■ AVAILABLE DATA ■

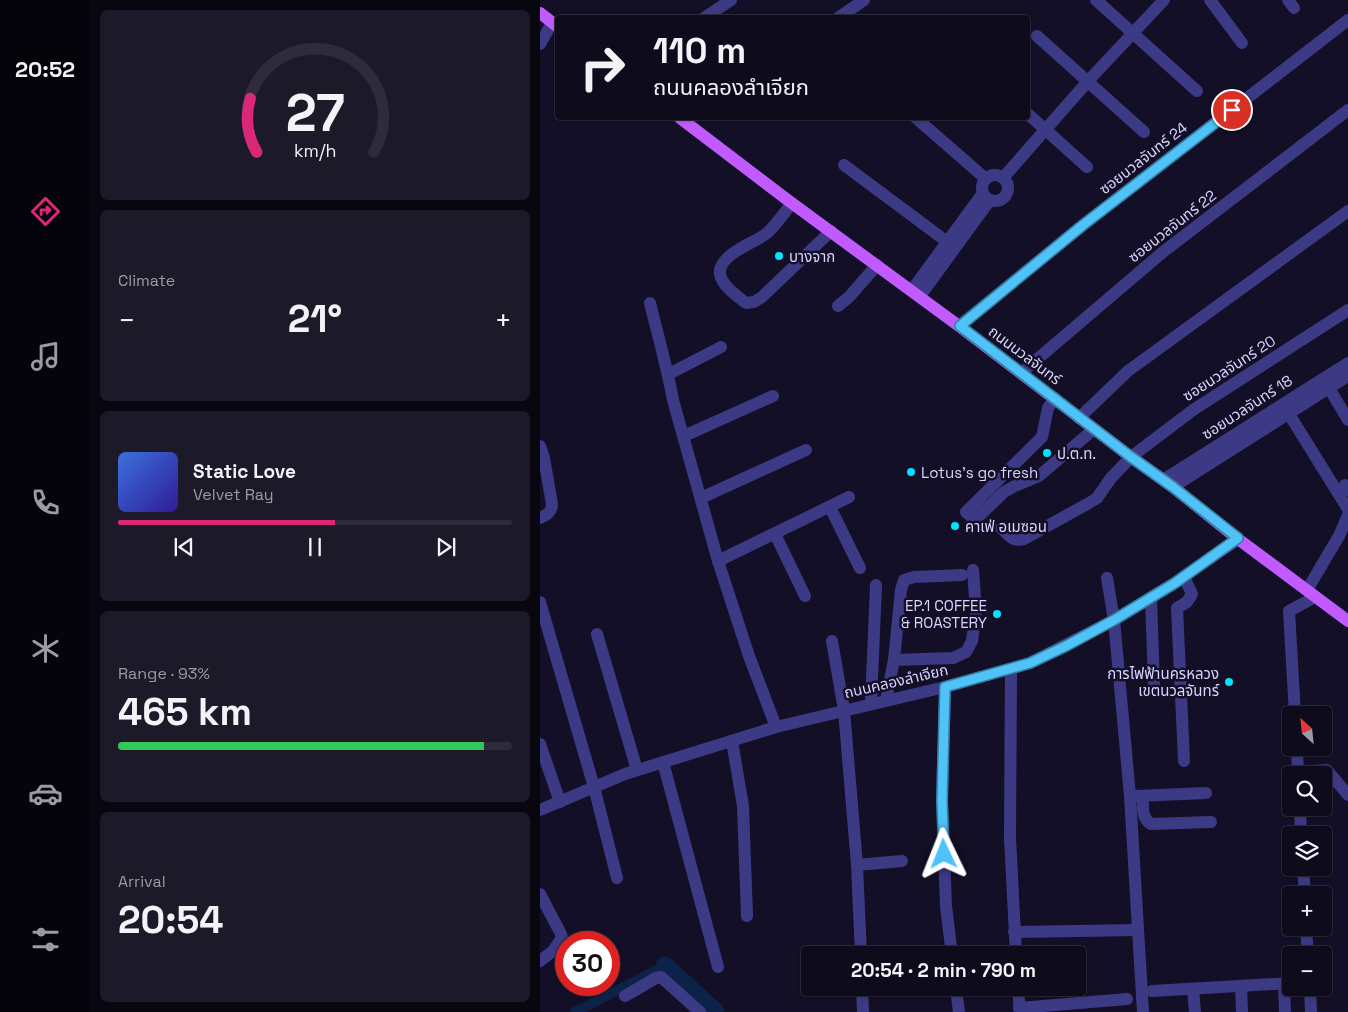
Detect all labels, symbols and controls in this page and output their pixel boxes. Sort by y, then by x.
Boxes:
text: 110 m [653,29,746,73]
icon: right [570,35,635,100]
text: 20:52 [15,55,75,83]
text: ถนนคลองลำเจียก [653,73,809,101]
text: 27 [285,80,345,146]
pin [1211,89,1253,131]
icon: arrive [1218,96,1246,124]
street label: ซอยนวลจันทร์ 24 [1095,118,1191,198]
text: km/h [294,139,336,162]
street label: ซอยนวลจันทร์ 22 [1124,186,1220,266]
icon: directions [28,194,63,229]
place label: บางจาก [789,247,835,266]
marker: บางจาก [773,250,785,262]
text: Climate [118,270,175,291]
text: 21° [288,295,342,343]
text: − [118,302,135,338]
text: + [495,302,512,338]
street label: ถนนนวลจันทร์ [985,321,1066,389]
street label: ซอยนวลจันทร์ 20 [1179,331,1279,405]
icon: music [28,339,63,374]
street label: ซอยนวลจันทร์ 18 [1198,371,1296,443]
place label: ป.ต.ท. [1057,444,1096,463]
marker: ป.ต.ท. [1041,447,1053,459]
text: Static Love [193,459,296,484]
place label: Lotus's go fresh [921,463,1038,482]
marker: Lotus's go fresh [905,466,917,478]
text: Velvet Ray [193,484,274,505]
icon: phone [28,485,63,520]
place label: คาเฟ่ อเมซอน [965,517,1047,536]
marker: คาเฟ่ อเมซอน [949,520,961,532]
icon: previous [170,533,198,561]
icon: pause [301,533,329,561]
icon: next [432,533,460,561]
place label: EP.1 COFFEE & ROASTERY [901,596,987,632]
marker: EP.1 COFFEE & ROASTERY [991,608,1003,620]
icon: climate [28,631,63,666]
street label: ถนนคลองลำเจียก [842,660,950,702]
text: Range · 93% [118,663,210,684]
place label: การไฟฟ้านครหลวง เขตนวลจันทร์ [1107,664,1220,700]
marker: การไฟฟ้านครหลวง เขตนวลจันทร์ [1223,676,1235,688]
text: 465 km [118,688,252,736]
north arrow [1282,706,1332,756]
map controls [1282,706,1332,996]
button: search [1282,766,1332,816]
icon: car [28,776,63,811]
button: layers [1282,826,1332,876]
position arrow [917,827,969,879]
text: Arrival [118,871,166,892]
button: + [1282,886,1332,936]
text: 20:54 [118,896,224,944]
icon: filters [28,922,63,957]
speed limit sign: 30 [555,931,620,996]
button: − [1282,946,1332,996]
text: 20:54 · 2 min · 790 m [851,958,1036,983]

■ EXERCISE DIRECTIONS ■
Whenever a line includes the word "arrow", pull it out of the entries.

■ COMPLETED EXERCISE ■
north arrow [1282,706,1332,756]
position arrow [917,827,969,879]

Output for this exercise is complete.